Note each line of the entries that includes "check". Then copy those lines.
*** Data extracts Section Begins ***
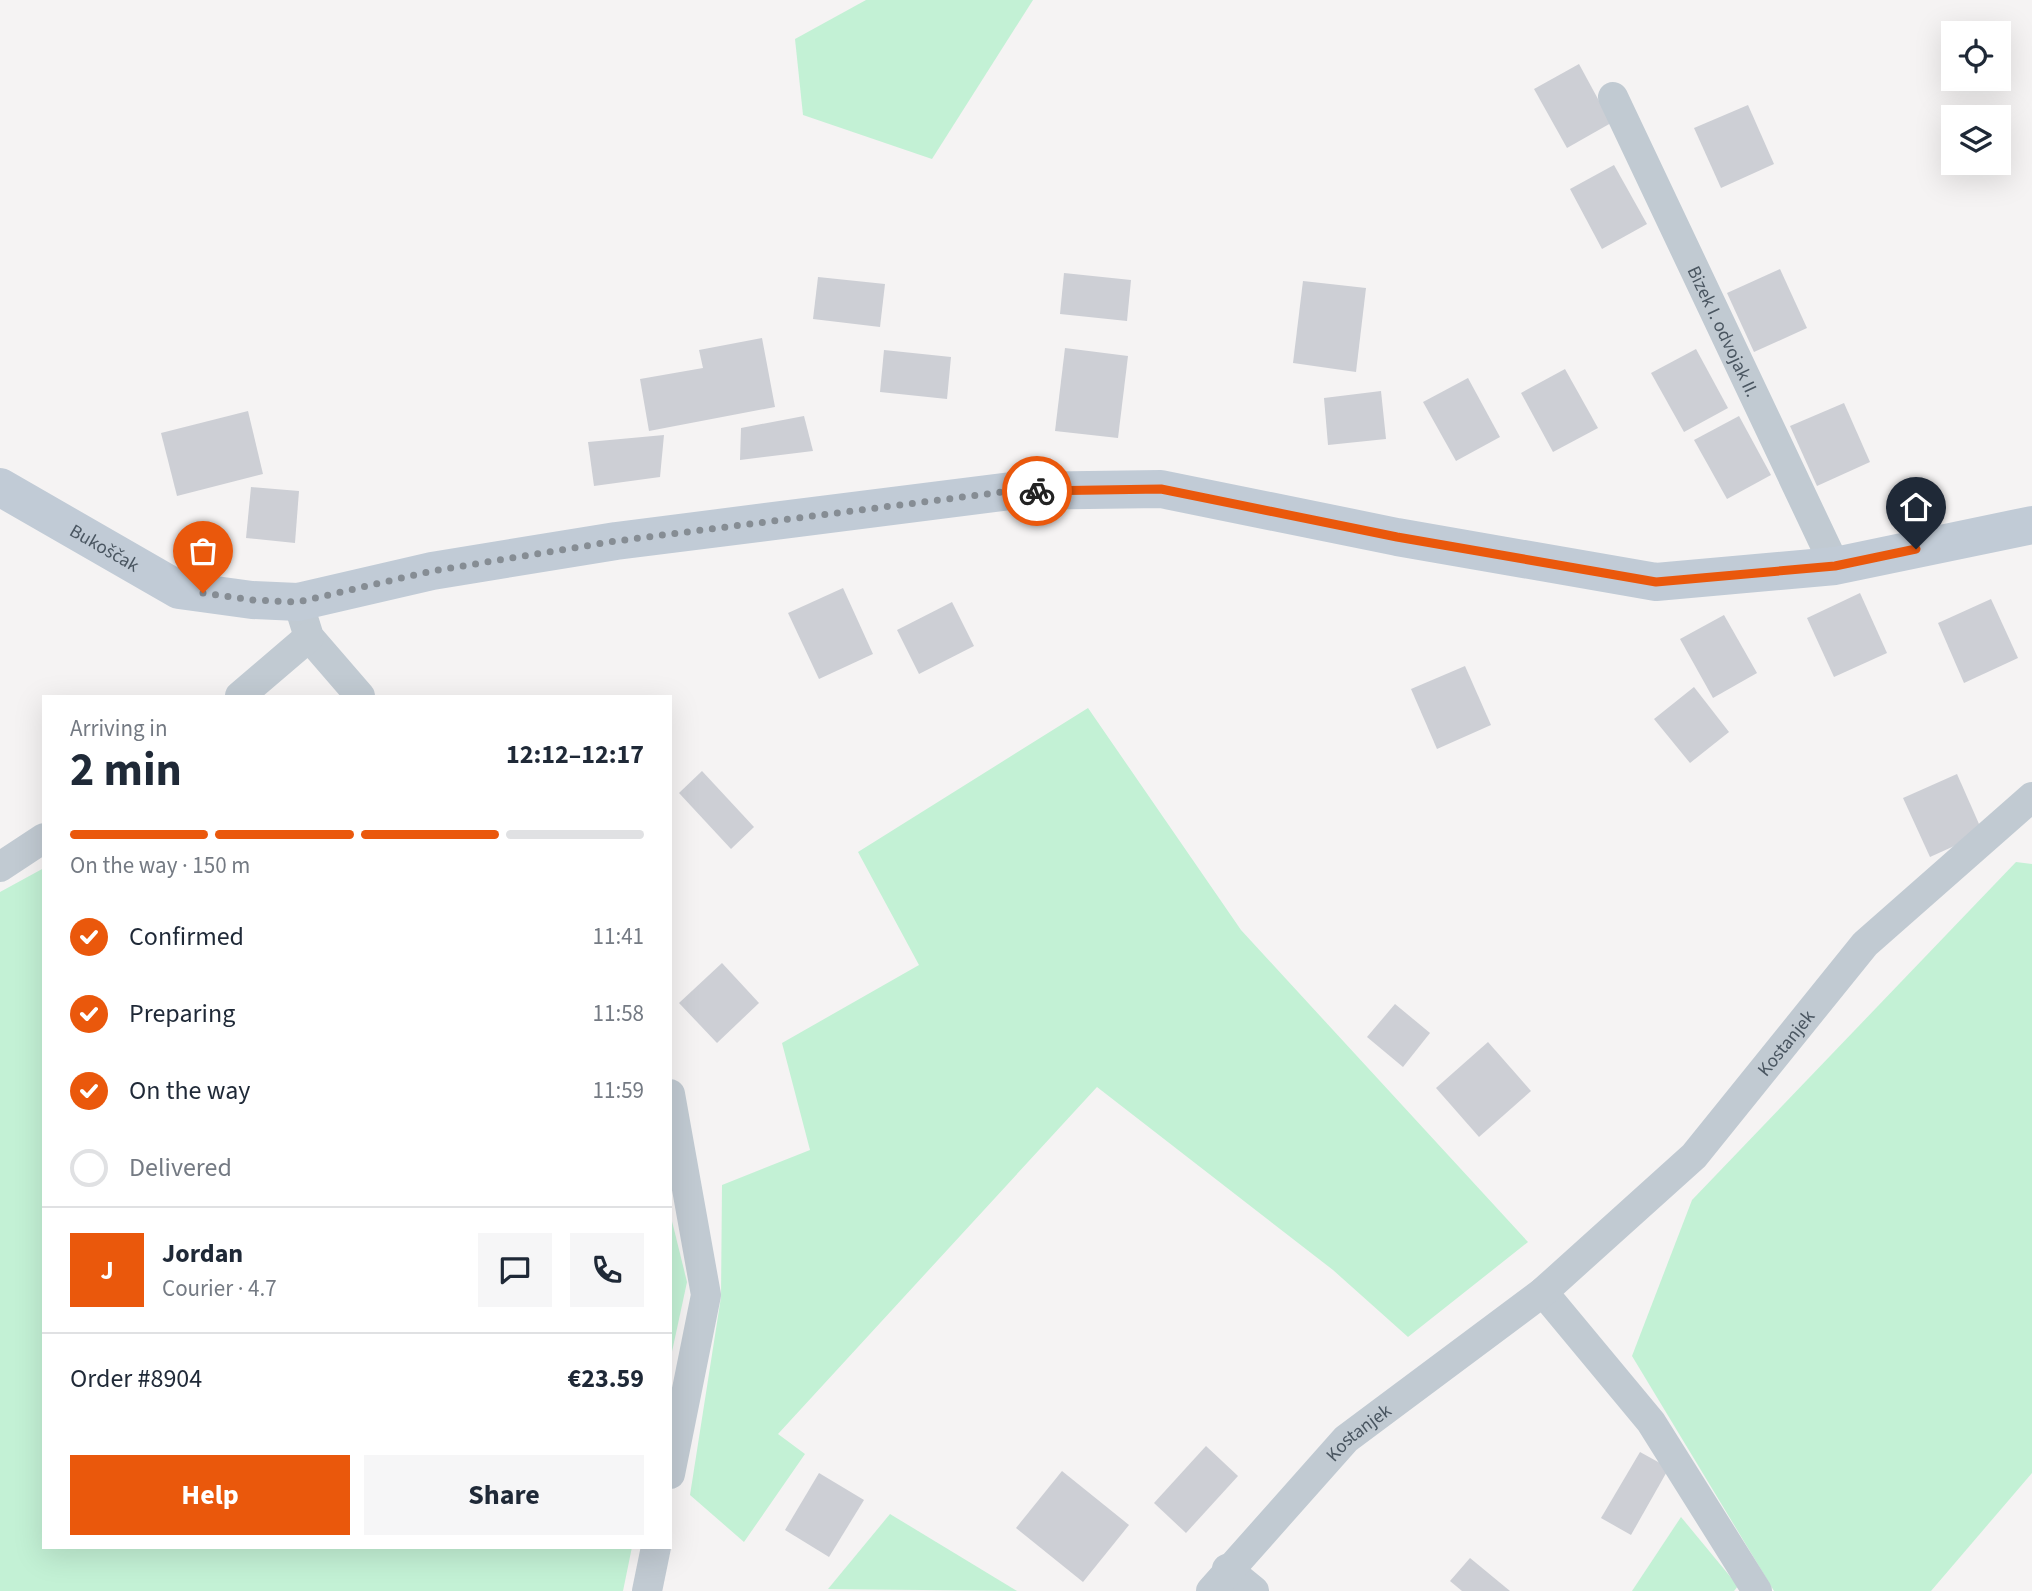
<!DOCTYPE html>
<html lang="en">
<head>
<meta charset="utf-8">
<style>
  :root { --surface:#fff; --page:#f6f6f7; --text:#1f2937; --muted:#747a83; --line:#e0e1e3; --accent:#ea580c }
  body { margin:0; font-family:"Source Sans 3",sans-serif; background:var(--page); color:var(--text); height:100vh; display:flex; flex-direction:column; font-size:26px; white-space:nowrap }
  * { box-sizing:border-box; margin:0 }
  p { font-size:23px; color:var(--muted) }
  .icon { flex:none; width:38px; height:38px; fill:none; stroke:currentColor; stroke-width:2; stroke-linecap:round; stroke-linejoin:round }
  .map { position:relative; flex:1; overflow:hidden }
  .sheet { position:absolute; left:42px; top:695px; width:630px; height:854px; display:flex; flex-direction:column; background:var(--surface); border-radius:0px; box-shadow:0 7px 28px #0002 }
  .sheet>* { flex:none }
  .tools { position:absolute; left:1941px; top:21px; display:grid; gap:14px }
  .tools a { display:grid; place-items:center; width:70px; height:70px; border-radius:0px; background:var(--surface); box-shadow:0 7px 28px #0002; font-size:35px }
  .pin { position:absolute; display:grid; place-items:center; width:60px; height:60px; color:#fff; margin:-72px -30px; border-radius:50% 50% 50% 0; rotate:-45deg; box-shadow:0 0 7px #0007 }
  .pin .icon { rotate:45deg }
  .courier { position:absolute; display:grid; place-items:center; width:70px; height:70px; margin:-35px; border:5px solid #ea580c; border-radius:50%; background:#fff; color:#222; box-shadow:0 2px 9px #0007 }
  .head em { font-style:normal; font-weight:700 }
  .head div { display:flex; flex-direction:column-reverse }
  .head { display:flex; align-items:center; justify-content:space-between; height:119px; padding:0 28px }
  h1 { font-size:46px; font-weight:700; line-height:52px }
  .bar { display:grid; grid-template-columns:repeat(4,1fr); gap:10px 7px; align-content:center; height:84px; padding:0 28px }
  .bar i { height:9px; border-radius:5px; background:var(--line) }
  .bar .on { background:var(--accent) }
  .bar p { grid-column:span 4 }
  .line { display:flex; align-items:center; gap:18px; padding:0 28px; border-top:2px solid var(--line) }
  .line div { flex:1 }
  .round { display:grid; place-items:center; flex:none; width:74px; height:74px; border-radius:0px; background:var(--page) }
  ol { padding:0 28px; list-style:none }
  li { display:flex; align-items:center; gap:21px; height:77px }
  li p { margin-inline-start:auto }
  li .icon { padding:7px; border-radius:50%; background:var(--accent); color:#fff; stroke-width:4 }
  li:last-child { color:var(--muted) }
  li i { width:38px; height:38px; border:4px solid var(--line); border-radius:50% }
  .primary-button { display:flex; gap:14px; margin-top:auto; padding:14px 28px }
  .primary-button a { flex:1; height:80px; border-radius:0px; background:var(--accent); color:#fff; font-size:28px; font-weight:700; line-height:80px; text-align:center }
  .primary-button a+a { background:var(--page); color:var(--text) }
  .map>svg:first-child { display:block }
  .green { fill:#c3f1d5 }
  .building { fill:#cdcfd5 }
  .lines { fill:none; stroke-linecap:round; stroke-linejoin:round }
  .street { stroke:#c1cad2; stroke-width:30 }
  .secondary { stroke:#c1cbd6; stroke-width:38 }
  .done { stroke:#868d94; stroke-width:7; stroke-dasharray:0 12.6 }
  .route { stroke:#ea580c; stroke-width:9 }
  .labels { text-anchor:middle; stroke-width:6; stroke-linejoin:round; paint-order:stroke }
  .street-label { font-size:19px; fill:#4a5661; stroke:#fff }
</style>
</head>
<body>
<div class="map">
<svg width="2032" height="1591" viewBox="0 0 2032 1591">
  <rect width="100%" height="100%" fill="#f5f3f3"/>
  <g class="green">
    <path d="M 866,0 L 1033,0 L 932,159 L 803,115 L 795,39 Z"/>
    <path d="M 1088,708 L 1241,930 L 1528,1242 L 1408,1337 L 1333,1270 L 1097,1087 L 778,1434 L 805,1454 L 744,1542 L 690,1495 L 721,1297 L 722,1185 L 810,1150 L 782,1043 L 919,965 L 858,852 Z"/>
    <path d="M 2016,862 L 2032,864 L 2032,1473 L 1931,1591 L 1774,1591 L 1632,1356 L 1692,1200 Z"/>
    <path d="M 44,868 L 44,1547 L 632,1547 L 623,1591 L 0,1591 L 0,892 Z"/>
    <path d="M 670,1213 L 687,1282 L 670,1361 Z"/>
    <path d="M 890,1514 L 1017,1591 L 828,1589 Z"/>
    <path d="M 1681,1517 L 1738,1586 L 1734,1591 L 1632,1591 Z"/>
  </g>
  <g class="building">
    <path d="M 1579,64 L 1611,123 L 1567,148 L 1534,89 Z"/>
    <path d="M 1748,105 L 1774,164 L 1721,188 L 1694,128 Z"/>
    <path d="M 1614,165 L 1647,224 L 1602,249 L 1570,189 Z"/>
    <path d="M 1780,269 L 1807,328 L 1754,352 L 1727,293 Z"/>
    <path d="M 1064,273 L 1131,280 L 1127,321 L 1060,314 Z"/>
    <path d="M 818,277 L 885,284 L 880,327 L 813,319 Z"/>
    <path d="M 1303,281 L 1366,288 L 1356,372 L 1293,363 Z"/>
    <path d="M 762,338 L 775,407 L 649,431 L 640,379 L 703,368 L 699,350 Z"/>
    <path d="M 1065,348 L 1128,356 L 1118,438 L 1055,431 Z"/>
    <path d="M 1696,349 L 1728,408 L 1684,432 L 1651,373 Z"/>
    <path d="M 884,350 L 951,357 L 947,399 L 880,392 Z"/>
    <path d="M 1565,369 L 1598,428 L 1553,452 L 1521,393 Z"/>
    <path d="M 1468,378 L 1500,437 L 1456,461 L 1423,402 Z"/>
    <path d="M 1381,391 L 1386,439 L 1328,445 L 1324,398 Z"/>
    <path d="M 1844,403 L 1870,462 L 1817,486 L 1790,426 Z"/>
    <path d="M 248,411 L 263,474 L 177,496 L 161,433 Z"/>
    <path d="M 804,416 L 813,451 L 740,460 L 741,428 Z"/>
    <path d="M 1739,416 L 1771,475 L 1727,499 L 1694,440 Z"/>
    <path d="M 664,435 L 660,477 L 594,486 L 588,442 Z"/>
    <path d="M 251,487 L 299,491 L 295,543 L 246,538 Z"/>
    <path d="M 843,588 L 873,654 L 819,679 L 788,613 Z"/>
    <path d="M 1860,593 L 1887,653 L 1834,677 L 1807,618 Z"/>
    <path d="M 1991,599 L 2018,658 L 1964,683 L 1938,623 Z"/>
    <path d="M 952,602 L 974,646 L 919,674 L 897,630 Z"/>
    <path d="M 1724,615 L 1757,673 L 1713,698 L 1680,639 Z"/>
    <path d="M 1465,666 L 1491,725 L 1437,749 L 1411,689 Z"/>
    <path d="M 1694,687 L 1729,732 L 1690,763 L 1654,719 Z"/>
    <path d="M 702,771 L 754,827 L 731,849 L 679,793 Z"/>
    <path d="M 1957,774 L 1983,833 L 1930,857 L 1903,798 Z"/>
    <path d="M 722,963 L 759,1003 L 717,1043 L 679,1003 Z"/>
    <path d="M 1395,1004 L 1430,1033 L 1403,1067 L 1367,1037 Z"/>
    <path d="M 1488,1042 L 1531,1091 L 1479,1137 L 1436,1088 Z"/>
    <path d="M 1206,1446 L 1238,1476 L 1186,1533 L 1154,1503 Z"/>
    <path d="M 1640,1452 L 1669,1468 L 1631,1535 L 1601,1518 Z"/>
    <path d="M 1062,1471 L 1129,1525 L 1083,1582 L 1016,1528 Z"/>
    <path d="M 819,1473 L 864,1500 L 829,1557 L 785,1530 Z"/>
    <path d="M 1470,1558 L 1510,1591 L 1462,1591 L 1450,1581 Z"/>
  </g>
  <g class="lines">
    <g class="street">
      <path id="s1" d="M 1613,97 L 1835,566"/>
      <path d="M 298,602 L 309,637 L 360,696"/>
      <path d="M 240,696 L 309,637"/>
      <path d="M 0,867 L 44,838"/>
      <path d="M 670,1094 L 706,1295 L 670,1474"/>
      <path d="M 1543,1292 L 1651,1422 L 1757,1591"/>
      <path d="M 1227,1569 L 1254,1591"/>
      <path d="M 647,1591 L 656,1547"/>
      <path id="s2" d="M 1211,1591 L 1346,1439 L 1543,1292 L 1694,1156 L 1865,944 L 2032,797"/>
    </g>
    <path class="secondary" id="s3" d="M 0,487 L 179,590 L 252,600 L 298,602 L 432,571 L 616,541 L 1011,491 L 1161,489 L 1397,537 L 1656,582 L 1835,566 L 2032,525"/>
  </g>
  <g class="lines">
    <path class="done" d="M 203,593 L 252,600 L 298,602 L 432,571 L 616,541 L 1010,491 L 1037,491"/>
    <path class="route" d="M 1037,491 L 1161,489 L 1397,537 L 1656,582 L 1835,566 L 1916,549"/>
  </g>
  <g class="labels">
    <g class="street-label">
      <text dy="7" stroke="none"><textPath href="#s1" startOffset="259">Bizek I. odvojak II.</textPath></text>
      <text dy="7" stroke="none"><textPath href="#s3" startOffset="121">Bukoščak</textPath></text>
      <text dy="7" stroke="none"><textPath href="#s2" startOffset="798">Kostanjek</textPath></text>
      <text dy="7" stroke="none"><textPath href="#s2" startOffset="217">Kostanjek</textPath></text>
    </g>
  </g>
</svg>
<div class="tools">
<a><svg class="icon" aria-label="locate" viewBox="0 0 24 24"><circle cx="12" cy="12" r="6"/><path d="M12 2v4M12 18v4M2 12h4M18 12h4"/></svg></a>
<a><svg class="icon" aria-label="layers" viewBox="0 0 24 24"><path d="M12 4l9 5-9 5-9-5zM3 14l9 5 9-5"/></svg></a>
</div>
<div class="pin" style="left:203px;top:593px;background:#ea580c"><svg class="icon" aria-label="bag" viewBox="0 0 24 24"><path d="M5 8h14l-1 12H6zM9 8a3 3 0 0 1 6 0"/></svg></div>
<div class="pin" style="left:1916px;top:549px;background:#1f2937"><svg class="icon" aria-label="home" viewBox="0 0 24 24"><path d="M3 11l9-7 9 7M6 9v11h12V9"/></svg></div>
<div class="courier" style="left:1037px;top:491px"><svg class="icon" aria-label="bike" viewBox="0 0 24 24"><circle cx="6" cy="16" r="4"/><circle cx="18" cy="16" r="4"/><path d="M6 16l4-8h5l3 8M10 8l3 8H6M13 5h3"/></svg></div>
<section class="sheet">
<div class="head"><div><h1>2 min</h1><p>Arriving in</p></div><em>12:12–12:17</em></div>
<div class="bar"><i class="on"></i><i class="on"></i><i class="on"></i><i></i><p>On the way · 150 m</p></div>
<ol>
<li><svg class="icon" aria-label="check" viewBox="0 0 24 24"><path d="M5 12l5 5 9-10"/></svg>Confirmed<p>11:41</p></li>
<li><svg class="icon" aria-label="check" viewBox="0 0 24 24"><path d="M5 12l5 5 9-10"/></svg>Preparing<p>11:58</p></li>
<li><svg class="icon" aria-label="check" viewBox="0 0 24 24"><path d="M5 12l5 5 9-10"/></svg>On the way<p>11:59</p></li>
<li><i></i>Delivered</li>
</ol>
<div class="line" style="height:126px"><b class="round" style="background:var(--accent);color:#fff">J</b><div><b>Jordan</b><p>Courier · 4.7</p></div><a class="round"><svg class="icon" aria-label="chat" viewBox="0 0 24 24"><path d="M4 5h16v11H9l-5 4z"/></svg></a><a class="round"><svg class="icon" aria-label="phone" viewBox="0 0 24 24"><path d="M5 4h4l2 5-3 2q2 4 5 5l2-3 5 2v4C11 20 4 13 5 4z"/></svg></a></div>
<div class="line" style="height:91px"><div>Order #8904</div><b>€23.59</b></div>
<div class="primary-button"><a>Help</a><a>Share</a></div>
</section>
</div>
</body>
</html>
*** Data extracts Section Ends ***
### Your solution
<li><svg class="icon" aria-label="check" viewBox="0 0 24 24"><path d="M5 12l5 5 9-10"/></svg>Confirmed<p>11:41</p></li>
<li><svg class="icon" aria-label="check" viewBox="0 0 24 24"><path d="M5 12l5 5 9-10"/></svg>Preparing<p>11:58</p></li>
<li><svg class="icon" aria-label="check" viewBox="0 0 24 24"><path d="M5 12l5 5 9-10"/></svg>On the way<p>11:59</p></li>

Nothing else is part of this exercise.